© Brigitte Lampert/ Katharina Hofer/ Anne Gabriel-Jürgens
© Brigitte Lampert/ Katharina Hofer/ Anne Gabriel-Jürgens

Suisse «Ma grossesse a été un signe de guérison»

Enregistré par Alea Rentmeister. Exposition «Nous en avon assez!», mars 2022.
Morena, violée le 21 décembre 2018.*

Lorsque j'étais enceinte de quatre mois, j'ai posté sur les réseaux sociaux une photo de mon ventre, heureuse. En dessous, quelqu'un de la famille de mon agresseur a commenté: «Il t'est arrivé quelque chose de grave. Quelqu'un qui a subi ce que tu as subi ne devrait pas avoir l'air si heureux.» D'autres personnes ont écrit des commentaires similaires. Beaucoup de gens pensent qu’une personne victime d’un viol ne peut plus aller danser, qu'il est impossible pour elle de trouver à nouveau l‘amour, de tomber enceinte ou d'avoir un joli bébé. L'image que la société se fait d'une victime de violence est très biaisée: il y a cette idée qu'une personne concernée se réfugie dans son lit pour pleurer, ne porte que des vêtements amples et ne cesse de se morfondre, mais ce n'est pas nécessairement le cas. Je veux aussi briser cette stigmatisation via les réseaux sociaux, car de nombreuses femmes qui me suivent ont elles aussi vécu des violences sexuelles. Je veux leur donner du courage, leur dire: vous avez le droit d'être heureuses, même si quelque chose comme ça vous est arrivé.

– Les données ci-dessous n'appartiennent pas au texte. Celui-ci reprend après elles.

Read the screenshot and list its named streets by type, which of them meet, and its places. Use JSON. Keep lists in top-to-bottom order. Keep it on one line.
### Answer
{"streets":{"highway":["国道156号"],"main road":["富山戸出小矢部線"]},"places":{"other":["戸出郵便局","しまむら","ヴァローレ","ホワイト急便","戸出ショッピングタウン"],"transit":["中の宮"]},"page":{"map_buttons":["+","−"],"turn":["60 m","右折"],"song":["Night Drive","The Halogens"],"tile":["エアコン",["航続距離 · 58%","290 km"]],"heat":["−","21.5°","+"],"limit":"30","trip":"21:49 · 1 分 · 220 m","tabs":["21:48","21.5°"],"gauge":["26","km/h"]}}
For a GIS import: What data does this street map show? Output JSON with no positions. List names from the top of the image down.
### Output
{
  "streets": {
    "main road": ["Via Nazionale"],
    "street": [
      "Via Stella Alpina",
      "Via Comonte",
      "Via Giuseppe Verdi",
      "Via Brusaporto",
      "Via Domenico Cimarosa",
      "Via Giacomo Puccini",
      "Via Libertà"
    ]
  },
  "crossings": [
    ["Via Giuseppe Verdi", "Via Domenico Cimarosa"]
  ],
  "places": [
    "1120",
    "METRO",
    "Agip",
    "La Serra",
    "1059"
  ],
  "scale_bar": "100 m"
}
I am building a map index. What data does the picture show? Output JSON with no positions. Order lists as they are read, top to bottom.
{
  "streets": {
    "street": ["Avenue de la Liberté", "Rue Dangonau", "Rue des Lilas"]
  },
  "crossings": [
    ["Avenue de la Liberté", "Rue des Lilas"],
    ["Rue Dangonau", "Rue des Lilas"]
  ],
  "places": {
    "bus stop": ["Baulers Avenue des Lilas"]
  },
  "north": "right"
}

Finalement, ce qui m’a aidée, c’est mon test de grossesse positif. Il m'a permis de vouloir continuer à me battre et être à nouveau heureuse.Morena, victime de violences sexualisées

Me lancer dans une nouvelle relation était vraiment difficile. Dès le début, mon partenaire a fait preuve de beaucoup de respect et de délicatesse à mon égard. Il m'a dit que les épreuves de la vie peuvent aussi nous rendre plus forts, à condition que nous le permettions. Finalement, ce qui m’a aidée, c’est mon test de grossesse positif. Il m'a permis de vouloir continuer à me battre et être à nouveau heureuse. Ma grossesse a été pour moi un signe de guérison, après des années sans pouvoir être enceinte. Je ne voulais pas que le bébé ressente mes angoisses, c'est pourquoi j'ai enfin décidé de ne plus laisser les choses m'atteindre de si près. Avant le procès, j'étais nerveuse, mais je me sentais également forte et courageuse. Ma fille m'a donné beaucoup de force, car je savais que je le faisais aussi pour elle.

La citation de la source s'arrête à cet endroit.